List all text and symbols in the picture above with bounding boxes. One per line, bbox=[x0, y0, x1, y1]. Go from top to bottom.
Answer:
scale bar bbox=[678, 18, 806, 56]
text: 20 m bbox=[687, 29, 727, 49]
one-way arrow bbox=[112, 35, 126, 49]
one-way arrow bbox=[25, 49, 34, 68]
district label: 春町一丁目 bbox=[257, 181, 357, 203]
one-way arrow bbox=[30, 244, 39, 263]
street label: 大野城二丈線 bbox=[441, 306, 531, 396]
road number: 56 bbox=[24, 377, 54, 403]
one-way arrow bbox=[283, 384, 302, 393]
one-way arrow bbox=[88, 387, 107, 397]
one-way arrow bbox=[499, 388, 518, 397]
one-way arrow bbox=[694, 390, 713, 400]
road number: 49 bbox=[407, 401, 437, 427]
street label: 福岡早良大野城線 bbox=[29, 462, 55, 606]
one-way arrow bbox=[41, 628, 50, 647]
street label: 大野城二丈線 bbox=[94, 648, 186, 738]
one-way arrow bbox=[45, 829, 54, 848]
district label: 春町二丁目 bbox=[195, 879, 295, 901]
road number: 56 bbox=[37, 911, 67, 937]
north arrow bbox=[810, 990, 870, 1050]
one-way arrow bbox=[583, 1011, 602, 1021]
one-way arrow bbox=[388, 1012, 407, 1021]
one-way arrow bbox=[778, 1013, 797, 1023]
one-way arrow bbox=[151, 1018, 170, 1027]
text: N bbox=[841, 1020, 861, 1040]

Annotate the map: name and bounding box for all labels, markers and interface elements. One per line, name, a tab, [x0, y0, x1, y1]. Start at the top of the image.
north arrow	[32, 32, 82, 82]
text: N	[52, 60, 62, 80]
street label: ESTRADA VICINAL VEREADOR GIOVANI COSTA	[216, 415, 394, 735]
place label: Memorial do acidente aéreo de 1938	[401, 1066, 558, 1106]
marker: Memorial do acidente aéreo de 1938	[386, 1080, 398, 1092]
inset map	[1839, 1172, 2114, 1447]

_Exercise goal:_
Nothing should be left out: repeat all of the data exactly.

_Response to this exercise:_
List all text and symbols in the picture above with bounding boxes. One per line, bbox=[x0, y0, x1, y1]. Go from top to bottom.
Answer:
scale bar bbox=[678, 18, 806, 56]
text: 20 m bbox=[687, 29, 727, 49]
one-way arrow bbox=[112, 35, 126, 49]
one-way arrow bbox=[25, 49, 34, 68]
district label: 春町一丁目 bbox=[257, 181, 357, 203]
one-way arrow bbox=[30, 244, 39, 263]
street label: 大野城二丈線 bbox=[441, 306, 531, 396]
road number: 56 bbox=[24, 377, 54, 403]
one-way arrow bbox=[283, 384, 302, 393]
one-way arrow bbox=[88, 387, 107, 397]
one-way arrow bbox=[499, 388, 518, 397]
one-way arrow bbox=[694, 390, 713, 400]
road number: 49 bbox=[407, 401, 437, 427]
street label: 福岡早良大野城線 bbox=[29, 462, 55, 606]
one-way arrow bbox=[41, 628, 50, 647]
street label: 大野城二丈線 bbox=[94, 648, 186, 738]
one-way arrow bbox=[45, 829, 54, 848]
district label: 春町二丁目 bbox=[195, 879, 295, 901]
road number: 56 bbox=[37, 911, 67, 937]
north arrow bbox=[810, 990, 870, 1050]
one-way arrow bbox=[583, 1011, 602, 1021]
one-way arrow bbox=[388, 1012, 407, 1021]
one-way arrow bbox=[778, 1013, 797, 1023]
one-way arrow bbox=[151, 1018, 170, 1027]
text: N bbox=[841, 1020, 861, 1040]

Annotate the map: name and bounding box for all labels, markers and interface elements. One per line, name, a tab, [x0, y0, x1, y1]. Start at the top of the image.
north arrow	[32, 32, 82, 82]
text: N	[52, 60, 62, 80]
street label: ESTRADA VICINAL VEREADOR GIOVANI COSTA	[216, 415, 394, 735]
place label: Memorial do acidente aéreo de 1938	[401, 1066, 558, 1106]
marker: Memorial do acidente aéreo de 1938	[386, 1080, 398, 1092]
inset map	[1839, 1172, 2114, 1447]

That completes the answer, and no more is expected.